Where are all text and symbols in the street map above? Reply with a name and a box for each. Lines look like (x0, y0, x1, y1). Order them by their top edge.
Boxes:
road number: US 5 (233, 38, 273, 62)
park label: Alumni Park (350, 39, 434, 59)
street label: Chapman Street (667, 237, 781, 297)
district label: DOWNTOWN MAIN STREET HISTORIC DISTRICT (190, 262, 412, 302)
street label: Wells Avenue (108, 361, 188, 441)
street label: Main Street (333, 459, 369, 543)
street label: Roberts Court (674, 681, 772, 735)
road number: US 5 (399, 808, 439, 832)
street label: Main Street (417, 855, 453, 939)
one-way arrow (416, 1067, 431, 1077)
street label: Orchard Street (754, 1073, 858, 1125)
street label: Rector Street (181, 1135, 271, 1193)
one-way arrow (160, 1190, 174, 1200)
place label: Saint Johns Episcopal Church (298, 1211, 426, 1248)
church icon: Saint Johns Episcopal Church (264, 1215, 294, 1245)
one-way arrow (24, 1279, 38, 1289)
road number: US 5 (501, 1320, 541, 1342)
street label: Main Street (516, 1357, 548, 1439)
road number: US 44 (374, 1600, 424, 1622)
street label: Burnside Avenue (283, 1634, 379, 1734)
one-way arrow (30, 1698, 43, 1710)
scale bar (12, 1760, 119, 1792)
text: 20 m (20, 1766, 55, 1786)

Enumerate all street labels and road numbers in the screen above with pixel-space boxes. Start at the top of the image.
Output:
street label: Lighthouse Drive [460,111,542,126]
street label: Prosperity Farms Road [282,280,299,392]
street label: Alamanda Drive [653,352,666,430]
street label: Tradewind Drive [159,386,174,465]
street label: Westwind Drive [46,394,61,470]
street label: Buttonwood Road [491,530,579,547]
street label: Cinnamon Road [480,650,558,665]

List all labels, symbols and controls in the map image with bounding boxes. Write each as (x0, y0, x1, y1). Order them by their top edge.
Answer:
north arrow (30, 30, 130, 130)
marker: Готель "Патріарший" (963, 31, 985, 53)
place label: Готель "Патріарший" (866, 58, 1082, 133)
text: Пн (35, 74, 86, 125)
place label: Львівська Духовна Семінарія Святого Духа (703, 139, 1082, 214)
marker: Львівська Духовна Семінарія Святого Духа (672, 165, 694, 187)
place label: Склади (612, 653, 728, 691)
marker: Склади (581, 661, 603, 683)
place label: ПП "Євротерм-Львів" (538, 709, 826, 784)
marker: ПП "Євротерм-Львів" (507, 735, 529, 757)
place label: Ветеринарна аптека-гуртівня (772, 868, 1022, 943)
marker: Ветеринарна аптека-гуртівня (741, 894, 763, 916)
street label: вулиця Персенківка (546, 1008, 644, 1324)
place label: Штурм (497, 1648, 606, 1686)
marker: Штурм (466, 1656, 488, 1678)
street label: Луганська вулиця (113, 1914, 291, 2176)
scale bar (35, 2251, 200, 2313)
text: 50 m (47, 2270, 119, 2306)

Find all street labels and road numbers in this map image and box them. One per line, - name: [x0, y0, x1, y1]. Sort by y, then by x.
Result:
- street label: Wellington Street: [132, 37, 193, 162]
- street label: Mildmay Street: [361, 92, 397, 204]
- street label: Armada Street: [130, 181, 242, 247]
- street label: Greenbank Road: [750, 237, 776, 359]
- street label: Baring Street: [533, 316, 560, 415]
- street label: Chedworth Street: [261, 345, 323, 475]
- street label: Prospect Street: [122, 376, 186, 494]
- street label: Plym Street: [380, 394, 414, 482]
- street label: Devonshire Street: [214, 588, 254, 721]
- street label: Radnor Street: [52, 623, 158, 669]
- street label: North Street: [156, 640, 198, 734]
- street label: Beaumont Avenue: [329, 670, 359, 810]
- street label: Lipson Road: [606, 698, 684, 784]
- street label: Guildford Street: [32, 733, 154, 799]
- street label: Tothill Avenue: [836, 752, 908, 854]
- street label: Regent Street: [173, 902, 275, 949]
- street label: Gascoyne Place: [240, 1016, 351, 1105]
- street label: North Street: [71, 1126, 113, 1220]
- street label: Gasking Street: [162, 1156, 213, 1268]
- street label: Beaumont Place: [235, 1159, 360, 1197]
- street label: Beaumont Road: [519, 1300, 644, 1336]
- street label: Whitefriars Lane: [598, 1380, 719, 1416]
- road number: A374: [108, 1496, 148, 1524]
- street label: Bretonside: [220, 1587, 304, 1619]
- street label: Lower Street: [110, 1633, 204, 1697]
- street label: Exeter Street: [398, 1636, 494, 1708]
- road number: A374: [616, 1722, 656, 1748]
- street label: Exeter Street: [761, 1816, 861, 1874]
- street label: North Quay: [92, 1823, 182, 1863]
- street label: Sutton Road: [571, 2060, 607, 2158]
┄┄┄┄┄┄┄┄┄┄
For this exercise, give every entry again exactly as it appears.

### ANSWER SECTION
Where are all text and symbols in the street map above? Reply with a name and a box for each. Lines look like (x0, y0, x1, y1). Order them by their top edge.
Boxes:
road number: US 5 (233, 38, 273, 62)
park label: Alumni Park (350, 39, 434, 59)
street label: Chapman Street (667, 237, 781, 297)
district label: DOWNTOWN MAIN STREET HISTORIC DISTRICT (190, 262, 412, 302)
street label: Wells Avenue (108, 361, 188, 441)
street label: Main Street (333, 459, 369, 543)
street label: Roberts Court (674, 681, 772, 735)
road number: US 5 (399, 808, 439, 832)
street label: Main Street (417, 855, 453, 939)
one-way arrow (416, 1067, 431, 1077)
street label: Orchard Street (754, 1073, 858, 1125)
street label: Rector Street (181, 1135, 271, 1193)
one-way arrow (160, 1190, 174, 1200)
place label: Saint Johns Episcopal Church (298, 1211, 426, 1248)
church icon: Saint Johns Episcopal Church (264, 1215, 294, 1245)
one-way arrow (24, 1279, 38, 1289)
road number: US 5 (501, 1320, 541, 1342)
street label: Main Street (516, 1357, 548, 1439)
road number: US 44 (374, 1600, 424, 1622)
street label: Burnside Avenue (283, 1634, 379, 1734)
one-way arrow (30, 1698, 43, 1710)
scale bar (12, 1760, 119, 1792)
text: 20 m (20, 1766, 55, 1786)

Enumerate all street labels and road numbers in the screen above with pixel-space boxes. Start at the top of the image.
Output:
street label: Lighthouse Drive [460,111,542,126]
street label: Prosperity Farms Road [282,280,299,392]
street label: Alamanda Drive [653,352,666,430]
street label: Tradewind Drive [159,386,174,465]
street label: Westwind Drive [46,394,61,470]
street label: Buttonwood Road [491,530,579,547]
street label: Cinnamon Road [480,650,558,665]

List all labels, symbols and controls in the map image with bounding boxes. Write each as (x0, y0, x1, y1). Order them by their top edge.
Answer:
north arrow (30, 30, 130, 130)
marker: Готель "Патріарший" (963, 31, 985, 53)
place label: Готель "Патріарший" (866, 58, 1082, 133)
text: Пн (35, 74, 86, 125)
place label: Львівська Духовна Семінарія Святого Духа (703, 139, 1082, 214)
marker: Львівська Духовна Семінарія Святого Духа (672, 165, 694, 187)
place label: Склади (612, 653, 728, 691)
marker: Склади (581, 661, 603, 683)
place label: ПП "Євротерм-Львів" (538, 709, 826, 784)
marker: ПП "Євротерм-Львів" (507, 735, 529, 757)
place label: Ветеринарна аптека-гуртівня (772, 868, 1022, 943)
marker: Ветеринарна аптека-гуртівня (741, 894, 763, 916)
street label: вулиця Персенківка (546, 1008, 644, 1324)
place label: Штурм (497, 1648, 606, 1686)
marker: Штурм (466, 1656, 488, 1678)
street label: Луганська вулиця (113, 1914, 291, 2176)
scale bar (35, 2251, 200, 2313)
text: 50 m (47, 2270, 119, 2306)

Find all street labels and road numbers in this map image and box them. One per line, - name: [x0, y0, x1, y1]. Sort by y, then by x.
Result:
- street label: Wellington Street: [132, 37, 193, 162]
- street label: Mildmay Street: [361, 92, 397, 204]
- street label: Armada Street: [130, 181, 242, 247]
- street label: Greenbank Road: [750, 237, 776, 359]
- street label: Baring Street: [533, 316, 560, 415]
- street label: Chedworth Street: [261, 345, 323, 475]
- street label: Prospect Street: [122, 376, 186, 494]
- street label: Plym Street: [380, 394, 414, 482]
- street label: Devonshire Street: [214, 588, 254, 721]
- street label: Radnor Street: [52, 623, 158, 669]
- street label: North Street: [156, 640, 198, 734]
- street label: Beaumont Avenue: [329, 670, 359, 810]
- street label: Lipson Road: [606, 698, 684, 784]
- street label: Guildford Street: [32, 733, 154, 799]
- street label: Tothill Avenue: [836, 752, 908, 854]
- street label: Regent Street: [173, 902, 275, 949]
- street label: Gascoyne Place: [240, 1016, 351, 1105]
- street label: North Street: [71, 1126, 113, 1220]
- street label: Gasking Street: [162, 1156, 213, 1268]
- street label: Beaumont Place: [235, 1159, 360, 1197]
- street label: Beaumont Road: [519, 1300, 644, 1336]
- street label: Whitefriars Lane: [598, 1380, 719, 1416]
- road number: A374: [108, 1496, 148, 1524]
- street label: Bretonside: [220, 1587, 304, 1619]
- street label: Lower Street: [110, 1633, 204, 1697]
- street label: Exeter Street: [398, 1636, 494, 1708]
- road number: A374: [616, 1722, 656, 1748]
- street label: Exeter Street: [761, 1816, 861, 1874]
- street label: North Quay: [92, 1823, 182, 1863]
- street label: Sutton Road: [571, 2060, 607, 2158]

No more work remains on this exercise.